Further, they observed that HOMA-IR, measures of insulin resistance , inflammation, dylispidemia (total cholesterol, triglycerides), and (systolic and diastolic) blood pressure increased across each ascending tertile.
“Elevated fasting blood glucose in the nondiabetic range is associated with greater degree of insulin resistance, inflammation and adverse cardiovascular disease risk profile, independent of total body or truncal fat or evidence of fatty liver disease,” the team concluded.
“Our findings suggest that elevated fasting blood glucose may identify Hispanic youth with overweight and obesity who are at high risk for cardiovascular disease before progression to diabetes mellitus.”
They noted a need to develop similar studies for other race-ethnicity groups. Further studies aimed at uncovering a high cardiovascular risk range for fasting blood glucose would be warranted.

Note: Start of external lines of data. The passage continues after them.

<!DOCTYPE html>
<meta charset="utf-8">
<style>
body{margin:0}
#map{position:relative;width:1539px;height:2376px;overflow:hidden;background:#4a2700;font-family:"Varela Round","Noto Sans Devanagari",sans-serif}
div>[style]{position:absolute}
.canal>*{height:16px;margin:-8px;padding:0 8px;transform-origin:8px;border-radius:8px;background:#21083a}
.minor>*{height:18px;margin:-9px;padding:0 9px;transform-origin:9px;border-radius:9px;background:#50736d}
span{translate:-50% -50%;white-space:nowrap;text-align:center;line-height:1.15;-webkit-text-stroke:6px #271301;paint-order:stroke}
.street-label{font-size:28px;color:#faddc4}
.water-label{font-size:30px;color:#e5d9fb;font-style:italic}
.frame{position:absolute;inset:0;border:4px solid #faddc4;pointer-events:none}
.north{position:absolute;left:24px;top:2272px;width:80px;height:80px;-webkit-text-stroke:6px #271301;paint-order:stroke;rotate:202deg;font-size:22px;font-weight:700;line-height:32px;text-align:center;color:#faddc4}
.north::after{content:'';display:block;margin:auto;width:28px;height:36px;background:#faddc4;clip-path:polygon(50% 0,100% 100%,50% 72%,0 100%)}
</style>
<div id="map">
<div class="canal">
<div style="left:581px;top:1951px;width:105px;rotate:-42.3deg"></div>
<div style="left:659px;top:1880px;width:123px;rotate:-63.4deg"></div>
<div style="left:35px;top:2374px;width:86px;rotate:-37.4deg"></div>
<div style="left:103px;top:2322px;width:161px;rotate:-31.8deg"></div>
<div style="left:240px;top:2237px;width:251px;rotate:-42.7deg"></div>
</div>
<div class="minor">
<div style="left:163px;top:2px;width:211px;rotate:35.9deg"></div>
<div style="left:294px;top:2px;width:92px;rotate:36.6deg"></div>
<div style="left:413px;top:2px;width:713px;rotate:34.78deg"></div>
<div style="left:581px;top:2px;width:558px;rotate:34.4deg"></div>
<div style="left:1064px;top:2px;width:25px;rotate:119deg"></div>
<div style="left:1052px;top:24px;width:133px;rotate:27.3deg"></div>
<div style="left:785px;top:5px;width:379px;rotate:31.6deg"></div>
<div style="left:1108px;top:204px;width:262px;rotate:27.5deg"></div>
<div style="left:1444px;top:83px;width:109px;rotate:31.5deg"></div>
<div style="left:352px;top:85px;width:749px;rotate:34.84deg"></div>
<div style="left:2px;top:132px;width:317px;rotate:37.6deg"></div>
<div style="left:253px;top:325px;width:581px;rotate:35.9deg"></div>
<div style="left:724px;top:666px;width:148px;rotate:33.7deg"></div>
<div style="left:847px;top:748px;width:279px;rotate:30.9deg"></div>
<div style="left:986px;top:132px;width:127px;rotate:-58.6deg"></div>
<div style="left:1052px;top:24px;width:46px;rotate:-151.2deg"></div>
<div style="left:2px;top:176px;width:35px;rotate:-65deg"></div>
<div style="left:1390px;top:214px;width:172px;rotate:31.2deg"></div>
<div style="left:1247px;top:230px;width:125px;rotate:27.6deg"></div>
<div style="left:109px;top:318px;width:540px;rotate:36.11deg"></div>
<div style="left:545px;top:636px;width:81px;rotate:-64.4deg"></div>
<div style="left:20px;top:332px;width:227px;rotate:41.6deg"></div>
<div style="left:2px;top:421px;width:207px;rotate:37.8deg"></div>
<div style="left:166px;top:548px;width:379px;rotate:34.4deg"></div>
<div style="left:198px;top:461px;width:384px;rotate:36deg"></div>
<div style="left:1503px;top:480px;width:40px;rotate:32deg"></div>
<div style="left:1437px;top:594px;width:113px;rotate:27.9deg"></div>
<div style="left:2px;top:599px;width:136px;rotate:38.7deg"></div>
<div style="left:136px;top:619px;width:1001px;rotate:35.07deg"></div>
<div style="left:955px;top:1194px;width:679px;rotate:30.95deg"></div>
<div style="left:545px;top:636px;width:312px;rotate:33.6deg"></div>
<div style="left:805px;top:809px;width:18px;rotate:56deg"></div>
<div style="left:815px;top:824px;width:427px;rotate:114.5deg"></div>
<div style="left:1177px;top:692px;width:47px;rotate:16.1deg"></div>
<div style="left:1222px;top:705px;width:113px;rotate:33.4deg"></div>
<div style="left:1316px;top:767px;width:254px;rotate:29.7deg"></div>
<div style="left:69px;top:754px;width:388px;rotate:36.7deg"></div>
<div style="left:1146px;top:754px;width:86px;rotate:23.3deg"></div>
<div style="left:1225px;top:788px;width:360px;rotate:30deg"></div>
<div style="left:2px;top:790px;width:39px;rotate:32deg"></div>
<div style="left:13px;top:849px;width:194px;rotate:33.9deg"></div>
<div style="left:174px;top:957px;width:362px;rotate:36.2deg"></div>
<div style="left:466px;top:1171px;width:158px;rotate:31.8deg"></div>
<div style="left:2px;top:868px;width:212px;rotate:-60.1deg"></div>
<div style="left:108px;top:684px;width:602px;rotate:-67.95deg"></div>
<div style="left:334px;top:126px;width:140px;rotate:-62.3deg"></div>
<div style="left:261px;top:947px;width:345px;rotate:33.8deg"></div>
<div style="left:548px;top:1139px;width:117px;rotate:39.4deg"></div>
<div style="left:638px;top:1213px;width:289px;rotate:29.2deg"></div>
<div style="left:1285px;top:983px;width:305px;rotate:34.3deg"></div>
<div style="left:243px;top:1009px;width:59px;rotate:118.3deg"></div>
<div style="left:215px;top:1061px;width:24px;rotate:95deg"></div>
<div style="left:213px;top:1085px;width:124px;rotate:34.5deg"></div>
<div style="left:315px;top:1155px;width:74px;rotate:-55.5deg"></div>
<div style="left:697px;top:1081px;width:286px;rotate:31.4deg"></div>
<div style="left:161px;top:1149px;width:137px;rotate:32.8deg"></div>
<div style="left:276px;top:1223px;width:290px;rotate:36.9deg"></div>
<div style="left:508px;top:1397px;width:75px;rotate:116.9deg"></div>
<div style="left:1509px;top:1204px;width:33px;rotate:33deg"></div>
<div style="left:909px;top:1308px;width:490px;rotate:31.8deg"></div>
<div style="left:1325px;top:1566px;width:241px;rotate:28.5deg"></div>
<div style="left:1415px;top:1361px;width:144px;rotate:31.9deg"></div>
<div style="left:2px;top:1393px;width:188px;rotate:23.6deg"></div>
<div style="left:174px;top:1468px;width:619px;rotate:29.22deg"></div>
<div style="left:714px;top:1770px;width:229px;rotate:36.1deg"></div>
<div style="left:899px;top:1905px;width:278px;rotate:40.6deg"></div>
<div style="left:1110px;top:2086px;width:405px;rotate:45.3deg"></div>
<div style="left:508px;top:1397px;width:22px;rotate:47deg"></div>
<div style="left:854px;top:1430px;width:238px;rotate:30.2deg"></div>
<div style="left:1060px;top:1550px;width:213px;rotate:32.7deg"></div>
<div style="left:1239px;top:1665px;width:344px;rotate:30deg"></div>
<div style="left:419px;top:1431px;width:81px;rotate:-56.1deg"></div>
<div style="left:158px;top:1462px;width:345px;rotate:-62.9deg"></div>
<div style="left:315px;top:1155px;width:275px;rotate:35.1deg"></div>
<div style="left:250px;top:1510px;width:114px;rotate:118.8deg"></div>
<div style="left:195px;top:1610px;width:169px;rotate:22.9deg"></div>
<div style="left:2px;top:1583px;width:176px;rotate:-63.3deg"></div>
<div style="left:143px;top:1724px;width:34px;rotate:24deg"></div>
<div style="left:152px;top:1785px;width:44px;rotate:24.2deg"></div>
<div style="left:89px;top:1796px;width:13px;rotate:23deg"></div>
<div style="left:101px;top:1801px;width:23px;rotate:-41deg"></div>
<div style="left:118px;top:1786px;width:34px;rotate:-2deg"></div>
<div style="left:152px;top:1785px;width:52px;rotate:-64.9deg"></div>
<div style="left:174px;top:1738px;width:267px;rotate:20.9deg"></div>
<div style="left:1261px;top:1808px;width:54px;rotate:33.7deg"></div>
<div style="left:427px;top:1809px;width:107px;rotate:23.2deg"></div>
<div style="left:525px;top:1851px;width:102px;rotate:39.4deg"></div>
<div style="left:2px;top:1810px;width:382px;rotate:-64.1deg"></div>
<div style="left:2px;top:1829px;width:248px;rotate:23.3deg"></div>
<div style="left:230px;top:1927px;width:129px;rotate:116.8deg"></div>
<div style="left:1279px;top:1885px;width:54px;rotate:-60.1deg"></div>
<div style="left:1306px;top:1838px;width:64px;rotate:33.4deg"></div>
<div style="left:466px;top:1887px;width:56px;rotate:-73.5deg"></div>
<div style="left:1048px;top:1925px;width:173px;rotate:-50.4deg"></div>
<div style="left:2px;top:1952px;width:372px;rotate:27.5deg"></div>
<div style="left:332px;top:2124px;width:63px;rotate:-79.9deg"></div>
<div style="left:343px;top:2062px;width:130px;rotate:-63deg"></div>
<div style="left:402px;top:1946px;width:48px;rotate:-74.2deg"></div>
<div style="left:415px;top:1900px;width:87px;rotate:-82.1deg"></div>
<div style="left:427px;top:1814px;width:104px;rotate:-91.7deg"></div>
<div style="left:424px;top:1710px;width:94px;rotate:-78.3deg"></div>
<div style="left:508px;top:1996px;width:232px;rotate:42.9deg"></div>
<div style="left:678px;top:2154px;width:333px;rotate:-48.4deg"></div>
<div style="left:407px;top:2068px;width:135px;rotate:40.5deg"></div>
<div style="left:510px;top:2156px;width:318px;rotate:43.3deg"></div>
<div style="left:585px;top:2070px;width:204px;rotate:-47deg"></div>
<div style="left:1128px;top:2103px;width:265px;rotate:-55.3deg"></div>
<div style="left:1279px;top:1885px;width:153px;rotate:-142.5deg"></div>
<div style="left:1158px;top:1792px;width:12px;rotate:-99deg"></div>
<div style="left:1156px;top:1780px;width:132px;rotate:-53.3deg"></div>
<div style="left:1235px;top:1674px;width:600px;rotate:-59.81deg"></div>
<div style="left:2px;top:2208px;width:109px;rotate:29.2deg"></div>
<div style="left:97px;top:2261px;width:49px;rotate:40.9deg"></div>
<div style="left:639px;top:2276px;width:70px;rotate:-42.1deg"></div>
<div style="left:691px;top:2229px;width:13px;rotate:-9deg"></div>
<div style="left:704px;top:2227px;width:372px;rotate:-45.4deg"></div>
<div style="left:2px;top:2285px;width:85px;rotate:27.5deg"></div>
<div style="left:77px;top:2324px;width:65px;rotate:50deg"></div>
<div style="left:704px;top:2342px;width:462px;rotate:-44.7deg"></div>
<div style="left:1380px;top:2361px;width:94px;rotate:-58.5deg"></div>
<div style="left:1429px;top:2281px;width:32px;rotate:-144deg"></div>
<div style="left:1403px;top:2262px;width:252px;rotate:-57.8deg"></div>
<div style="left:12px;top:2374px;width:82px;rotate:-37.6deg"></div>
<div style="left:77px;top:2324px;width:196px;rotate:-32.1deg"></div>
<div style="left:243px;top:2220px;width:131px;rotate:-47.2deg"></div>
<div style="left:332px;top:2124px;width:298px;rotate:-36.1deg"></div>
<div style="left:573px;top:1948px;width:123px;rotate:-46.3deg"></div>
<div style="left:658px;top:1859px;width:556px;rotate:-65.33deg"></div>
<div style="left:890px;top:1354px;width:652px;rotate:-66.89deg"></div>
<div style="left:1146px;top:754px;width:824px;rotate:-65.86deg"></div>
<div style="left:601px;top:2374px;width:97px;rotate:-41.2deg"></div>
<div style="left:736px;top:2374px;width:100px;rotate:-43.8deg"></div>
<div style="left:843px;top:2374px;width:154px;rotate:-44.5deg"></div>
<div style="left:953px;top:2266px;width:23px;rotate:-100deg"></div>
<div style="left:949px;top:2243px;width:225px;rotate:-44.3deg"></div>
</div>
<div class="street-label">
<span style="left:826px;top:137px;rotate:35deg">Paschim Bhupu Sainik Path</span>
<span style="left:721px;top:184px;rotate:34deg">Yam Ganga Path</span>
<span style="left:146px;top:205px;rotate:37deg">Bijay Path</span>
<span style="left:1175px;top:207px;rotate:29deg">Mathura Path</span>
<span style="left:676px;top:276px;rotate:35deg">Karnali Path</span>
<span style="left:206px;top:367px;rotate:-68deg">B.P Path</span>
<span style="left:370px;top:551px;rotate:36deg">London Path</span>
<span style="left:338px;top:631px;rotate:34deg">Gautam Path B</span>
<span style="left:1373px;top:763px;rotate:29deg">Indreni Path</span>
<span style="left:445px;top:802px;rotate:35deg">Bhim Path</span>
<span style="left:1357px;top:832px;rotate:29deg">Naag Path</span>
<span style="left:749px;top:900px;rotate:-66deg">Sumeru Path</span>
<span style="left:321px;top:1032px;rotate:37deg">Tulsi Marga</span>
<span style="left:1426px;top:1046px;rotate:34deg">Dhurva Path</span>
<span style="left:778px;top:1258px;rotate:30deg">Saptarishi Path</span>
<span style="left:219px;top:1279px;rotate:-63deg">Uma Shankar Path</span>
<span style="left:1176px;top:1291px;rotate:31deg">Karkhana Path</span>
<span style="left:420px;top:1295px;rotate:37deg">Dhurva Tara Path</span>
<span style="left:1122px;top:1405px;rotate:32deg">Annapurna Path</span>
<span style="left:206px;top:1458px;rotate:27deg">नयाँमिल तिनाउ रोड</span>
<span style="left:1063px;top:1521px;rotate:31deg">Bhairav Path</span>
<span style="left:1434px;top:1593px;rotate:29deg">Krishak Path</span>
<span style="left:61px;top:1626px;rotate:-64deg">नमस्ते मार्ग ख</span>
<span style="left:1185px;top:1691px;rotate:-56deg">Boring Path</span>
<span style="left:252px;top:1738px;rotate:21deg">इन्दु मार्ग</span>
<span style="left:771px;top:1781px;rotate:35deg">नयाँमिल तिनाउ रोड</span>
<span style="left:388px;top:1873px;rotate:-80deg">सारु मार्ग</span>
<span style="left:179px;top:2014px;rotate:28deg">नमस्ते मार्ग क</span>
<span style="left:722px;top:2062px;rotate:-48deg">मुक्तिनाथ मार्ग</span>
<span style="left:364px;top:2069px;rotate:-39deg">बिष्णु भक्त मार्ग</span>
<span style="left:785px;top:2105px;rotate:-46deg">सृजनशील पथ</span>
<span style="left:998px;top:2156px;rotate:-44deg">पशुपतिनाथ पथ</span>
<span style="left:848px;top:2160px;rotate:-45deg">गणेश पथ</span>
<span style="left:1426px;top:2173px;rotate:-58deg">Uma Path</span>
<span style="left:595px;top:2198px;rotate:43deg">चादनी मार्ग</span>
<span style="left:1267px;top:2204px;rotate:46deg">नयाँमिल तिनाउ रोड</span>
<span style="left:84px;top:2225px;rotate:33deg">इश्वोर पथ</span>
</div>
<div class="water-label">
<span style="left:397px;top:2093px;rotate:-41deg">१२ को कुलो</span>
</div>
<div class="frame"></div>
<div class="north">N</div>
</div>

Recent data published this year emphasized the promise of liraglutide for patients with obesity and high cardiovascular risk.
A randomized clinical trial demonstrated the effects of the glucagon-like peptide 1 receptor agonist on weight reduction and cardiovascular events compared to placebo.
The investigators also observed significant reductions in liver by 33% as well as reductions in inflammation and fasting glucose level.
Lead investigator, Ian Neeland, MD, University Hospitals Cleveland Medical Center, discussed the implications of these findings in a recent interview with HCPLive®.
Trials such as this one only underscore how intertwined obesity, diabetic, and cardiovascular populations are in relation to cardiometabolic biomarkers and outcomes.
The study, “Fasting Blood Glucose (FBG) and Cardiovascular Disease (CVD) Risk in Hispanic Youth with Obesity,” was presented online at ADA 2021.